The title of last week’s episode of
Project Runway, “There’s a Pattern
Here,” seemed particularly ripe to usurp, considering that I had never seen a
full episode of the show and yet, everything on screen felt strangely
familiar. Part of the televisual
déjà vu certainly came from the fact that the show’s narrative structure is one
that is shared across a wide variety of competition shows, regardless of their objective
(losing weight or baking a soufflé or performing a duet). However, it was not simply the pattern
of “buildup, competition, judgment” that seemed familiar, but the way in which
emotional coding played a part in the narrative climax. As much as Project Runway is about showcasing the
process of design, it is just as much about the packaging of marketable emotion
to be consumed by a viewer in a way that is safe and familiar. The ubiquity and formulaic repetition
of interpersonal drama across reality TV competitions can be seen to support
Eva Illouz’s characterization of consumption as an emotional, cultural
experience, wherein the notoriously volatile desires of the television market
consumer (what to watch on TV tonight?) are mitigated by the use of familiar
emotional patterns, just as they are in the market at large.

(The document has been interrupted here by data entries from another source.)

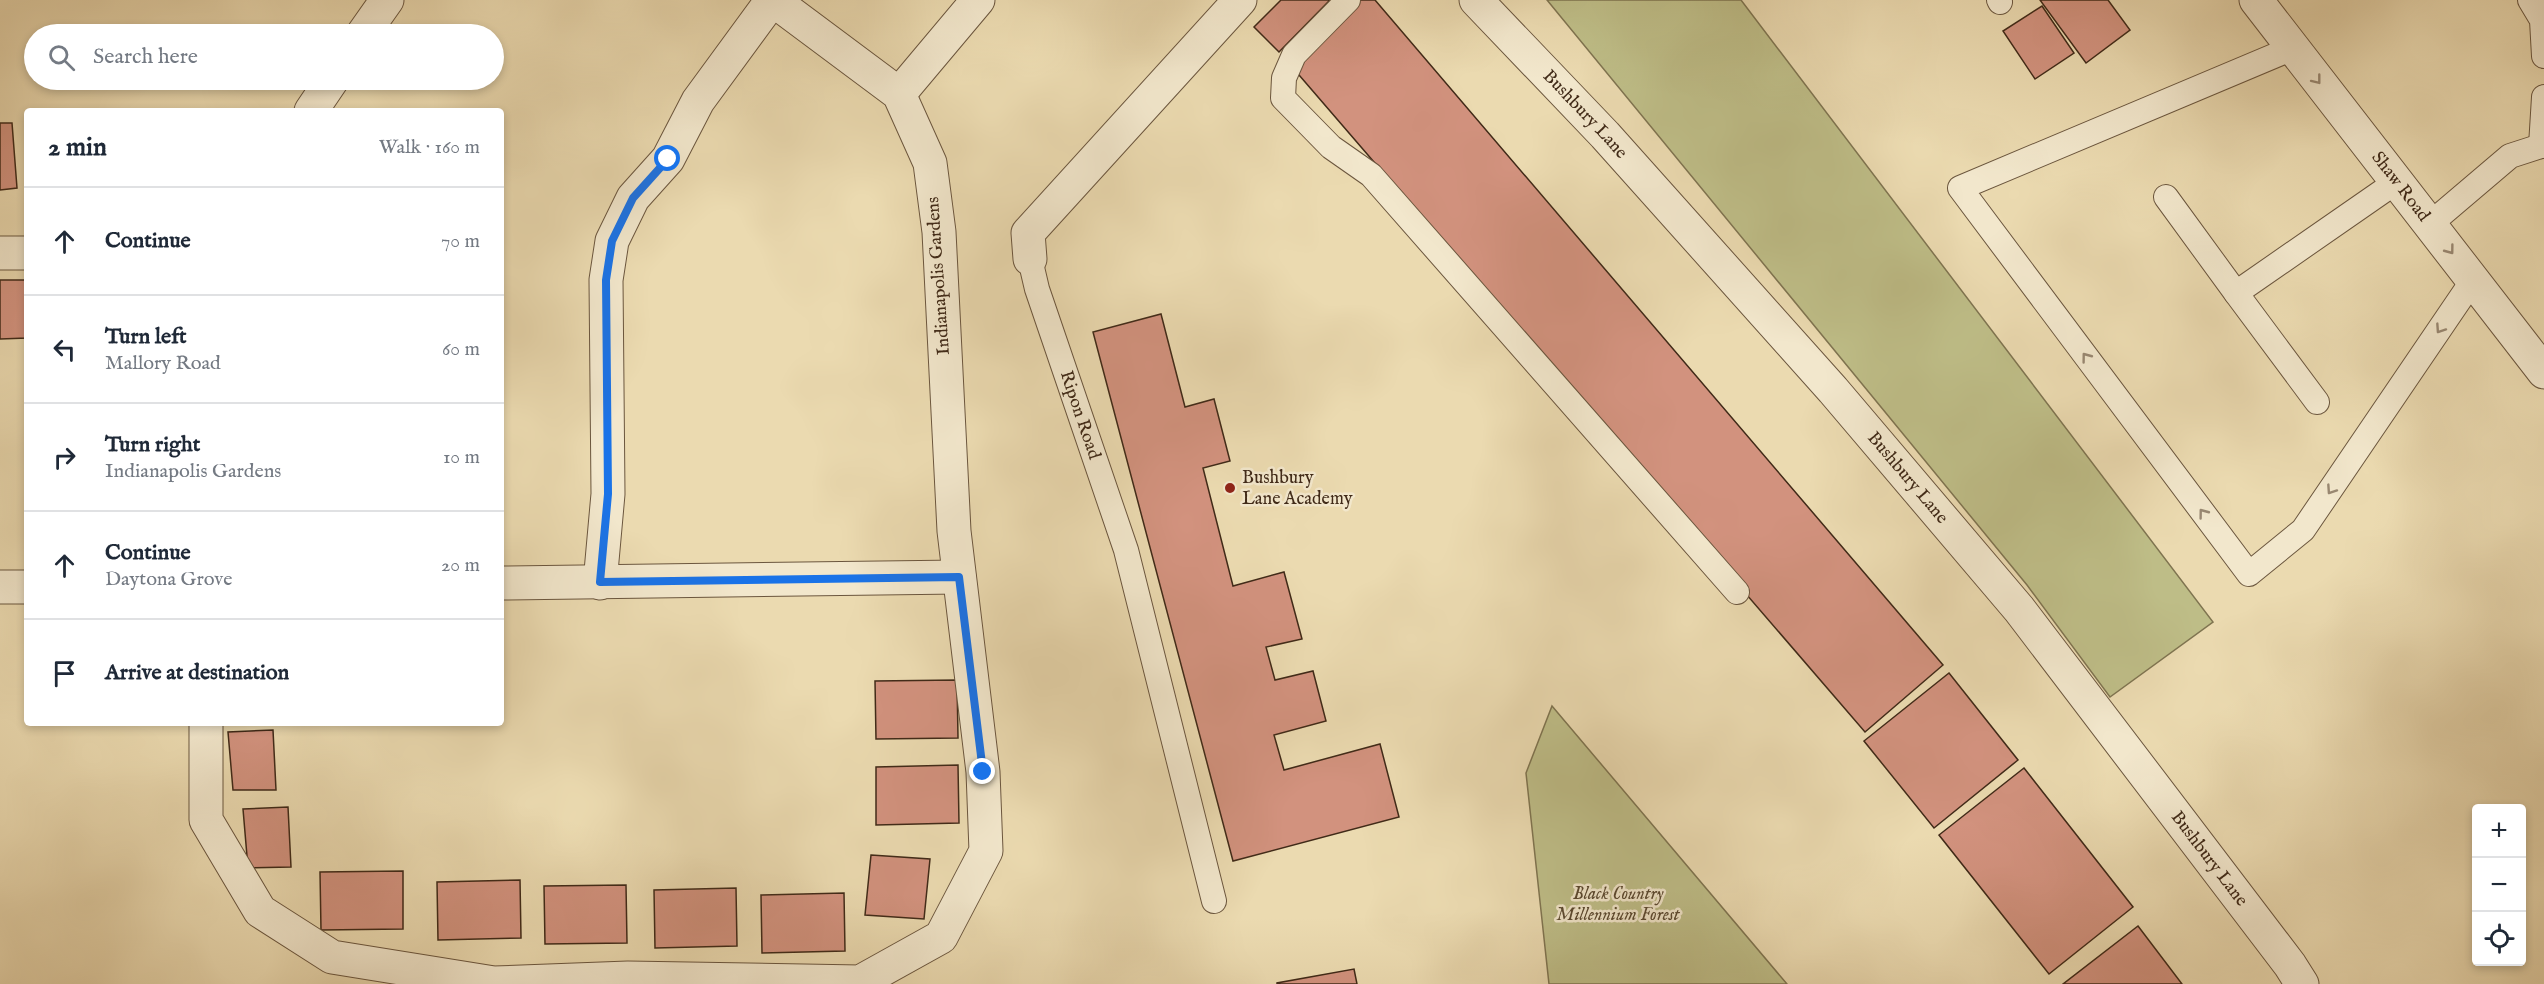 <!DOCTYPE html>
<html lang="en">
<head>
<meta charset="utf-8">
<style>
  :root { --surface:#fff; --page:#f6f6f7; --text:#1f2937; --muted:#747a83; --line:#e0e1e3 }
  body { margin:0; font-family:"IM FELL English",serif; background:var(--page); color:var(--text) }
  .controls { position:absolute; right:18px; bottom:18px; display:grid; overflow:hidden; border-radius:6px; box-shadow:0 3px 9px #0003 }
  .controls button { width:54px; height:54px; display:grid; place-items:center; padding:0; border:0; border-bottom:2px solid var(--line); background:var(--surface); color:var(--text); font:30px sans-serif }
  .stop { position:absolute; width:18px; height:18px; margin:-14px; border:4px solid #1a73e8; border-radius:50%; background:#fff }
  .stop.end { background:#1a73e8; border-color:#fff; box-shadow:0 2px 6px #0008 }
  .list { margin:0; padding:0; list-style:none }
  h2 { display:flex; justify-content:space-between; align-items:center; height:78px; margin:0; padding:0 24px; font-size:26px }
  h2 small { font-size:20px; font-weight:400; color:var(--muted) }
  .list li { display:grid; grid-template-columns:39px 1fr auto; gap:18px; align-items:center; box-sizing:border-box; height:108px; padding:0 24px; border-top:2px solid var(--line) }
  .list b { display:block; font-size:22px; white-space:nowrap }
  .list p { margin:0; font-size:20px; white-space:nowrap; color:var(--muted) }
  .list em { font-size:20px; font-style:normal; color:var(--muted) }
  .icon { flex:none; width:33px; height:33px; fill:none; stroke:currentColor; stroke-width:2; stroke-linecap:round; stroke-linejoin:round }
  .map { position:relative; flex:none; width:2544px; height:984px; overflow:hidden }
  .search { position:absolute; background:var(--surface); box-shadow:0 3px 9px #0003; left:24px; top:24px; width:480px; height:66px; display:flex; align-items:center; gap:15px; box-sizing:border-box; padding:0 21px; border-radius:33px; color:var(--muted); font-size:22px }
  .panel { position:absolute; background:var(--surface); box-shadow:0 3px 9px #0003; left:24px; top:108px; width:480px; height:618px; border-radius:6px }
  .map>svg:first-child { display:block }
</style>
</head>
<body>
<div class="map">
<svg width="2544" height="984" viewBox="0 0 2544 984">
  <rect width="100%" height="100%" fill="#ebdab0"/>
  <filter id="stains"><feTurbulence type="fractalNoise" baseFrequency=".00333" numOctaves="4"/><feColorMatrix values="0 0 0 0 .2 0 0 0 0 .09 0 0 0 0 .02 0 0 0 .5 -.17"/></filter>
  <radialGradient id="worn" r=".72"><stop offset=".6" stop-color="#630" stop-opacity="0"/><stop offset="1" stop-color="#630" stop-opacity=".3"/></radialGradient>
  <path fill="#bebd87" stroke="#7f7450" stroke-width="1.5" d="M1547,0H1741L2213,622L2110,697L2027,585Z
    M1552,706L1787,984H1549L1526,773Z"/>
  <path fill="#d2927e" stroke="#402a18" stroke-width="1.5" d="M1281,0H1330L1279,52L1254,27Z
    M1359,0H1375L1943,665L1865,732L1293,68Z
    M2040,0H2108L2130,30L2086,63Z
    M2042,6L2074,53L2035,79L2003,31Z
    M0,123H12L17,188L0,190Z
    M0,280H27V338L0,339Z
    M1161,314L1185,407L1214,399L1230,461L1203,468L1233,586L1284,572L1302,639L1266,647L1275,680L1313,671L1326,721L1274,735L1284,770L1380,744L1399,817L1233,861L1093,332Z
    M1949,673L2018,760L1934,828L1864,741Z
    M957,680L958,738L876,739L875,681Z
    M273,730L276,790H233L228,732Z
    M958,765L959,823L876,825V767Z
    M2024,768L2133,907L2049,974L1939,835Z
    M288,807L291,867L248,868L243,809Z
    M871,855L930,859L924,919L865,915Z
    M403,871V929L321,930L320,872Z
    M520,880L521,938L438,940L437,882Z
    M626,885L627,943L545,944L544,886Z
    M736,888L737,946L655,948L654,890Z
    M844,893L845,951L762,953L761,895Z
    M2138,926L2182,984H2063Z
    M1354,969L1357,984H1277V983Z"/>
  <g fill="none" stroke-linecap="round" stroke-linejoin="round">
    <defs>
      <g id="service">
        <path d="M1348,0L1294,55L1284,78L1283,98L1331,147L1371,175L1737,592"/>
        <path d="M1999,0L2000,2"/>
        <path d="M2530,0L2542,20L2544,56"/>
        <path d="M2293,48L1960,188L2249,574L2303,530L2473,280"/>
        <path d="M2541,146L2544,97"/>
        <path d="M2166,197L2236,293"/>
        <path d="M2430,224L2510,156L2544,145"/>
        <path id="s1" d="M1030,259L1037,289L1126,550L1214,901"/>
        <path d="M2317,402L2236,293L2396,182"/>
      </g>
      <g id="minor">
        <path id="s2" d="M2256,0L2544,372"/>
        <path d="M363,34L387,0"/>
        <path d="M899,94L978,0"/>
        <path d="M311,111L332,80"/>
        <path d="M0,253H27"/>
        <path d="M1030,259L1028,233L1240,0"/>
        <path d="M501,583L959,577"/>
        <path d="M600,583L608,494L606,280L612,241L633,198L668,159L698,101L772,0"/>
        <path d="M0,587H27"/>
        <path d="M206,723V820L260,911L332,957L494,983L628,978L860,982L941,937L986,851L983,772L954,531L939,232L930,163L899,94L773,0"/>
      </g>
      <g id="tertiary">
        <path id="s3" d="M1476,0L1605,135L1833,390L2019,609L2290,965L2302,984"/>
      </g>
    </defs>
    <use href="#service" stroke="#6b563e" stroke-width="26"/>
    <use href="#minor" stroke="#6b563e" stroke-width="35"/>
    <use href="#tertiary" stroke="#6b563e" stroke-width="35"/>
    <use href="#service" stroke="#f2e7cc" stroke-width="24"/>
    <use href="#minor" stroke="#f2e7cc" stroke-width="33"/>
    <use href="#tertiary" stroke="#f2e7cc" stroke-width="33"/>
  </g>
  <defs><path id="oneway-chevron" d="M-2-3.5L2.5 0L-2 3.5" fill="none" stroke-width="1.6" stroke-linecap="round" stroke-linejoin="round" transform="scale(1.5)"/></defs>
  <g stroke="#998872">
    <use href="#oneway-chevron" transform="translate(2317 80) rotate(52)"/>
    <use href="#oneway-chevron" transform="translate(2450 250) rotate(53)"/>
    <use href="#oneway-chevron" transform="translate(2440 329) rotate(124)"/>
    <use href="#oneway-chevron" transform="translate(2086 357) rotate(-127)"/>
    <use href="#oneway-chevron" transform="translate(2331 490) rotate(124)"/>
    <use href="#oneway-chevron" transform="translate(2203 513) rotate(-127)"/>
  </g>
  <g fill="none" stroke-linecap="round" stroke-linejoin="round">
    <path stroke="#1a73e8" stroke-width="8" d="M668,159L633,198L612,241L606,280L608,494L600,582L959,577L983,772"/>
  </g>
  <circle fill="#8f2418" stroke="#f2e7cc" stroke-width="2" cx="1230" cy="488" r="6"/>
  <g text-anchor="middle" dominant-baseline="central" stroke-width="5" stroke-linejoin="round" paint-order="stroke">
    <g font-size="18" fill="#402a18" stroke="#f2e7cc">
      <text stroke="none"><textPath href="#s3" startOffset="158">Bushbury Lane</textPath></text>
      <text stroke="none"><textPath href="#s2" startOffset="236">Shaw Road</textPath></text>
      <text transform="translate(939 276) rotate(-94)">Indianapolis Gardens</text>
      <text stroke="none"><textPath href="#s1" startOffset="164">Ripon Road</textPath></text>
      <text stroke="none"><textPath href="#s3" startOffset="644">Bushbury Lane</textPath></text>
      <text stroke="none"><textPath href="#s3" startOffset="1130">Bushbury Lane</textPath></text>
    </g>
    <g font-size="18" fill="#402a18" stroke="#f2e7cc" text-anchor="start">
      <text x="1242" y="478">Bushbury<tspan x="1242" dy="21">Lane Academy</tspan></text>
    </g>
    <g font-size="18" font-style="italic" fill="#59472e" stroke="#f2e7cc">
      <text x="1618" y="894">Black Country<tspan x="1618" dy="21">Millennium Forest</tspan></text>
    </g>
  </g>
  <rect width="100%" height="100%" filter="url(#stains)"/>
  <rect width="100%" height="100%" fill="url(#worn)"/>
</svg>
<div class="controls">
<button>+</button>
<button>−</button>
<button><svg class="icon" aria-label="locate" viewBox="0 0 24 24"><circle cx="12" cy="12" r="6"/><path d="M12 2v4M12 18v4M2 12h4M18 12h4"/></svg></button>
</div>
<div class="stop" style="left:668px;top:159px"></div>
<div class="stop end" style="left:983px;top:772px"></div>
<div class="search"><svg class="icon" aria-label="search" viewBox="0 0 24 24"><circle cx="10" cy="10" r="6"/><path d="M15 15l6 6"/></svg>Search here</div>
<section class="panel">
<h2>2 min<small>Walk · 160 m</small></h2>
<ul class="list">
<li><svg class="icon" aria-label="ahead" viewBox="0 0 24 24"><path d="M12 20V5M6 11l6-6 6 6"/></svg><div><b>Continue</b></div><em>70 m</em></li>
<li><svg class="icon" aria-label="left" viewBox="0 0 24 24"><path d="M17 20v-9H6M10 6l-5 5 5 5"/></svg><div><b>Turn left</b><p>Mallory Road</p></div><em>60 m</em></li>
<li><svg class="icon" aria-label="right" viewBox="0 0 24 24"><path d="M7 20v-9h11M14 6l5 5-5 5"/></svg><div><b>Turn right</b><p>Indianapolis Gardens</p></div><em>10 m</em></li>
<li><svg class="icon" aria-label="ahead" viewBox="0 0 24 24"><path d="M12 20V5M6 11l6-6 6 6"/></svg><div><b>Continue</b><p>Daytona Grove</p></div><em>20 m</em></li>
<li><svg class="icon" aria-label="arrive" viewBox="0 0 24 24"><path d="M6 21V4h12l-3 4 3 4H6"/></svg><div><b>Arrive at destination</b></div></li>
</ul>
</section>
</div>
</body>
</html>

Illouz suggests that from a
semiological perspective, consumption is always emotional, as “in advertising,
material objects are suffused with semiotic codes that in turn carry emotional
meanings.” However, in order for emotion to be significant to consumption
beyond the level of individual sign interpretation, we must separate the
emotionality of the commodity-sign from the emotions experienced in the act of
consumption. In the case of Project Runway, I would suggest that emotionally-charged
consumption operates not just through a personal identification with the
contestants’ overtly emotional drama, but in experiencing the repetition of
patterns of emotional coding common across reality TV shows. The techniques used to solicit
emotional reactions from the participants (and, by identification, the viewers)
in this particular episode of Project
Runway have been tried and tested on other competition shows: examining
personal pictures or video, having participants self-analyze and take nostalgic
mental walks, bringing family members into the competition space, etc. These personal dramatic moments seem to
function in three major ways.
First, the overt display of emotion evokes a cathartic sympathy from the
audience. When contestants get teary-eyed looking at their photos or meeting
their mothers, so do we, especially knowing that their stories are nonfictional. Secondly, the dramatic
extra-competition sequences succeed in filling time and building suspense, as
part of the appeal of reality TV contests comes from the delayed gratification
of seeing the finished product or performance and its judgment, in this case
the completed design on the model.
Finally, and perhaps most significantly, the personally dramatic
sequences have the effect of intratextually coding the finished products,
heightening the show’s narrative climax and infusing it with meaning. After the emotional narrative of
Mondo’s HIV positive status, when his model walks the runway – and eventually
wins – his finished product has been coded emotionally and literally – stamped
with plus signs. The presence of
emotional coding is a way of making viewers care, and care about things they
may have had no interest in otherwise: fashion design, culinary art, interior
decorating, weight loss. The
proliferation of interpersonal drama and the ensuing emotional coding across
reality TV competitions goes beyond individual identification with characters
and shows and excites consumer imagination at the cultural level through
calling upon and perpetuating a sense of mythic competition. Evoking viewer emotion is of prime
importance to the age-old formula of series television to give viewers “the
same thing but different,” simultaneously providing the key sensations of both
comfort and excitement, thus contributing to the compulsive viewing habits with
which series TV is often marked. In
this way, last week’s episode of Project
Runway, in which contestants are required to create a product infused with
emotional significance, ends up modeling the show’s own marketing strategy.